Content starts

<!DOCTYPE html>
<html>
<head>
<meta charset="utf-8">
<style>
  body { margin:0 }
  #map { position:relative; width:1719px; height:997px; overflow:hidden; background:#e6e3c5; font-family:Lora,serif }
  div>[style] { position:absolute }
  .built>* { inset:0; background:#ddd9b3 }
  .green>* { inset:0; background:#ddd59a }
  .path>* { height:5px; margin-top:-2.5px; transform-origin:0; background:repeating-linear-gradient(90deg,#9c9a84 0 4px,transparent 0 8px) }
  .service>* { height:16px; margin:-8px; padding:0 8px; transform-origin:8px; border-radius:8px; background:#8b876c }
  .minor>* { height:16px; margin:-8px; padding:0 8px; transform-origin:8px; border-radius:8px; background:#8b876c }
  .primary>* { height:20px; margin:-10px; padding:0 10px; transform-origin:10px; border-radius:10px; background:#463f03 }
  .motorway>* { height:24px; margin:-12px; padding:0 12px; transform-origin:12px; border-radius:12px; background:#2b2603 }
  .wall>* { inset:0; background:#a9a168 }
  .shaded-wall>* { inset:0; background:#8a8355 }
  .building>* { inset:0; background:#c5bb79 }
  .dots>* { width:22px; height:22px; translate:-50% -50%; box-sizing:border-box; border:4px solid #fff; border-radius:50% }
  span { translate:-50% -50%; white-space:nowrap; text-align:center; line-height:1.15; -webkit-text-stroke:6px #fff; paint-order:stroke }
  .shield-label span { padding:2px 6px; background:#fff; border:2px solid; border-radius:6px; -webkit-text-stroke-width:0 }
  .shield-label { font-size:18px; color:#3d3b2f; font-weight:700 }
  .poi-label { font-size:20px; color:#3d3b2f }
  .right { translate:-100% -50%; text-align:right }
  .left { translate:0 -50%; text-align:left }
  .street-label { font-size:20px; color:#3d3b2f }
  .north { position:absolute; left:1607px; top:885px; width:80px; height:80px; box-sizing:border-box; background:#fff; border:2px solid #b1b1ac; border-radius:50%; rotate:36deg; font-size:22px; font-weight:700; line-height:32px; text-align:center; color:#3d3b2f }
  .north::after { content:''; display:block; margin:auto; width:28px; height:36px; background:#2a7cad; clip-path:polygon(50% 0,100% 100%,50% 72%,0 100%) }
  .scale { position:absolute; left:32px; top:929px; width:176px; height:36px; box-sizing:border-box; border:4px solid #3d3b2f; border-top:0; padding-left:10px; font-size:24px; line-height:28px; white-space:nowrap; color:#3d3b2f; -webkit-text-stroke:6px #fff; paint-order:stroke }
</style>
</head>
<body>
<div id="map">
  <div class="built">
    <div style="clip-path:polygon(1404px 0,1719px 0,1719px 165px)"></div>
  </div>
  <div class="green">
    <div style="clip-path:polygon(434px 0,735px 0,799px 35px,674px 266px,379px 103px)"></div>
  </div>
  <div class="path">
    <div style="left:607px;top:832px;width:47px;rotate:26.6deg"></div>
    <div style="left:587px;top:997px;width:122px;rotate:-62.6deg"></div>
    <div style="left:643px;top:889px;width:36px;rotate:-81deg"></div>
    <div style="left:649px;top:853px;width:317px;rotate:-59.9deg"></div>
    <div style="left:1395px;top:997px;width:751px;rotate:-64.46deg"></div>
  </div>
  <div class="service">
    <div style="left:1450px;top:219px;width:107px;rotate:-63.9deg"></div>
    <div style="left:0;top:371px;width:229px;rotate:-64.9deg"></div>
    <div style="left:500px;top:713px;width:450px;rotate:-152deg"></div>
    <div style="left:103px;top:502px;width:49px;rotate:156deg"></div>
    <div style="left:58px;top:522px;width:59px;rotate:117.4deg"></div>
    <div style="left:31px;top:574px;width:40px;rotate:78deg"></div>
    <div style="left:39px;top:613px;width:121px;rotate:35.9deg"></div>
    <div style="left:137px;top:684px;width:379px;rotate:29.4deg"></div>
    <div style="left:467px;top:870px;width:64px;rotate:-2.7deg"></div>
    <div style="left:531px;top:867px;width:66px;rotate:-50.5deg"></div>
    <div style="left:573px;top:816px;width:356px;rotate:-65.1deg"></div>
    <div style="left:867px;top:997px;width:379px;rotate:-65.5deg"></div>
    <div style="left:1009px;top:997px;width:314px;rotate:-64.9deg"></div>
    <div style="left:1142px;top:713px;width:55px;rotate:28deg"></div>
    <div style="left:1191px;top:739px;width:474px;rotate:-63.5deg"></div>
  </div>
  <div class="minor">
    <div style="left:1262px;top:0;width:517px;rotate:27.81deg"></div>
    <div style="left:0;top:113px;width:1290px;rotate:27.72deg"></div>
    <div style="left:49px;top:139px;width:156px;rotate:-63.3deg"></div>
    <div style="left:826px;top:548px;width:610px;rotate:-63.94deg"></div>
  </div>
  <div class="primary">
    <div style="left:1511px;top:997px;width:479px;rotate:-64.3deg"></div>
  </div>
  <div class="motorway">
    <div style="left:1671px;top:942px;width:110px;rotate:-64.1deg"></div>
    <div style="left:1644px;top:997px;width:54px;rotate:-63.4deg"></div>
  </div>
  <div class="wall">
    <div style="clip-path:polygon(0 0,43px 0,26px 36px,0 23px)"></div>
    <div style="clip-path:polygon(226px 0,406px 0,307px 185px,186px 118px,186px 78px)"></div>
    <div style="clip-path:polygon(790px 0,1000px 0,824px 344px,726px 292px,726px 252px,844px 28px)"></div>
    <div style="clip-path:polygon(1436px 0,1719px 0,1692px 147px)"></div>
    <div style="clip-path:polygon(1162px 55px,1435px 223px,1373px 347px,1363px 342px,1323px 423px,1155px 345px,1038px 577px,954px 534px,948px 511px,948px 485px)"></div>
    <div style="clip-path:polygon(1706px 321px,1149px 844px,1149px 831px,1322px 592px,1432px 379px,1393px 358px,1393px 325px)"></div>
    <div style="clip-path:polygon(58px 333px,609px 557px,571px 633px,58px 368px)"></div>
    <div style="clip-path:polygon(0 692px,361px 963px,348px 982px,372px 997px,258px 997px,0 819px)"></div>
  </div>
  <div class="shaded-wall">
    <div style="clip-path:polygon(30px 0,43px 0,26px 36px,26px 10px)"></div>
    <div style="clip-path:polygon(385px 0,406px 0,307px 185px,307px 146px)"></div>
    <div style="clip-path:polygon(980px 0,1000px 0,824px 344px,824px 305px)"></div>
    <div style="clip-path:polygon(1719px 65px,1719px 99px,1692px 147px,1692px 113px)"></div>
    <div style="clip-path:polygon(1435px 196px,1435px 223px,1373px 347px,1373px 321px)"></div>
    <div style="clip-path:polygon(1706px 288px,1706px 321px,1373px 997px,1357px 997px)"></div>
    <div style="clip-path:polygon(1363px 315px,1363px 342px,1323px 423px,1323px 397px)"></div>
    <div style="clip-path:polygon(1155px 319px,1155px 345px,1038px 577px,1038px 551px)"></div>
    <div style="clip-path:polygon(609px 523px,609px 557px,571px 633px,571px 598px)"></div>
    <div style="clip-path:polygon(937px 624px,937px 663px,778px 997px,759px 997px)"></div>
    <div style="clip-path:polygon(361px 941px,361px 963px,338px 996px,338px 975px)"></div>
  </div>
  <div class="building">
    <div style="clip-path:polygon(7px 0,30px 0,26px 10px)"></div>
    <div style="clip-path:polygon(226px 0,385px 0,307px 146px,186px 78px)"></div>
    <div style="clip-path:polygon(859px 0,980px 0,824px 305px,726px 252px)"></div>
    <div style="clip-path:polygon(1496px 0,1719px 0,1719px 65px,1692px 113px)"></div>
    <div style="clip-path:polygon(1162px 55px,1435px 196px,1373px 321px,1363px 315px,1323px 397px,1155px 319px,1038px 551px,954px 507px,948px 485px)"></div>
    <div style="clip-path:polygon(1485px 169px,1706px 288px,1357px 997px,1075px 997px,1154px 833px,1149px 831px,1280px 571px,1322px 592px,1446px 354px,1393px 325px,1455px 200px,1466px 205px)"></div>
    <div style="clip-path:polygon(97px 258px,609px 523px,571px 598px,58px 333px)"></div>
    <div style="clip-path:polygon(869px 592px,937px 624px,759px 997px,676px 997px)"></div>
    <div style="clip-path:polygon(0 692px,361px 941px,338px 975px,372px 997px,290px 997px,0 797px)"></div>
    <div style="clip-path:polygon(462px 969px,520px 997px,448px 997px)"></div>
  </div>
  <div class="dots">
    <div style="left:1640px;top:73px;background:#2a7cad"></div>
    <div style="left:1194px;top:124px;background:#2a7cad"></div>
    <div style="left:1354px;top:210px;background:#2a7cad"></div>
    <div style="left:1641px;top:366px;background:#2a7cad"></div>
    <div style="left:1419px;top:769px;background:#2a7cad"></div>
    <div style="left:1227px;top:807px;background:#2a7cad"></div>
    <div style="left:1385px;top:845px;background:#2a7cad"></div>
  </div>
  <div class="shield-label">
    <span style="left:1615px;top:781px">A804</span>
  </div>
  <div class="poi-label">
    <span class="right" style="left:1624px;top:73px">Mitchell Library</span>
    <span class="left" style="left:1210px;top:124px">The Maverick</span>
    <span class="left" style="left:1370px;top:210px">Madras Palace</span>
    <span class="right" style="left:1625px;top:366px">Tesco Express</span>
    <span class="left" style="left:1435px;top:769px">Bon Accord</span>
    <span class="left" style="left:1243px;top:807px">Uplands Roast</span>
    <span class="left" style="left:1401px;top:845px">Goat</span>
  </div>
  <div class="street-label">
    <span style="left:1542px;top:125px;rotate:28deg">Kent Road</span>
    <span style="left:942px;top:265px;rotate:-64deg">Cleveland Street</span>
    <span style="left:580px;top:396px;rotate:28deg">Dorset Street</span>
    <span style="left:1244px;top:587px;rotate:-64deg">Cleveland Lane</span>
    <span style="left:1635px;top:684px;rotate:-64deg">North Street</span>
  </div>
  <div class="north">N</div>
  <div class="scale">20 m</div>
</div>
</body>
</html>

Content ends

> [Work to be completed] Return the entries exactly through the "position:absolute; left:1607px; top:885px;" line.

> [Output of the exercise]
<!DOCTYPE html>
<html>
<head>
<meta charset="utf-8">
<style>
  body { margin:0 }
  #map { position:relative; width:1719px; height:997px; overflow:hidden; background:#e6e3c5; font-family:Lora,serif }
  div>[style] { position:absolute }
  .built>* { inset:0; background:#ddd9b3 }
  .green>* { inset:0; background:#ddd59a }
  .path>* { height:5px; margin-top:-2.5px; transform-origin:0; background:repeating-linear-gradient(90deg,#9c9a84 0 4px,transparent 0 8px) }
  .service>* { height:16px; margin:-8px; padding:0 8px; transform-origin:8px; border-radius:8px; background:#8b876c }
  .minor>* { height:16px; margin:-8px; padding:0 8px; transform-origin:8px; border-radius:8px; background:#8b876c }
  .primary>* { height:20px; margin:-10px; padding:0 10px; transform-origin:10px; border-radius:10px; background:#463f03 }
  .motorway>* { height:24px; margin:-12px; padding:0 12px; transform-origin:12px; border-radius:12px; background:#2b2603 }
  .wall>* { inset:0; background:#a9a168 }
  .shaded-wall>* { inset:0; background:#8a8355 }
  .building>* { inset:0; background:#c5bb79 }
  .dots>* { width:22px; height:22px; translate:-50% -50%; box-sizing:border-box; border:4px solid #fff; border-radius:50% }
  span { translate:-50% -50%; white-space:nowrap; text-align:center; line-height:1.15; -webkit-text-stroke:6px #fff; paint-order:stroke }
  .shield-label span { padding:2px 6px; background:#fff; border:2px solid; border-radius:6px; -webkit-text-stroke-width:0 }
  .shield-label { font-size:18px; color:#3d3b2f; font-weight:700 }
  .poi-label { font-size:20px; color:#3d3b2f }
  .right { translate:-100% -50%; text-align:right }
  .left { translate:0 -50%; text-align:left }
  .street-label { font-size:20px; color:#3d3b2f }
  .north { position:absolute; left:1607px; top:885px; width:80px; height:80px; box-sizing:border-box; background:#fff; border:2px solid #b1b1ac; border-radius:50%; rotate:36deg; font-size:22px; font-weight:700; line-height:32px; text-align:center; color:#3d3b2f }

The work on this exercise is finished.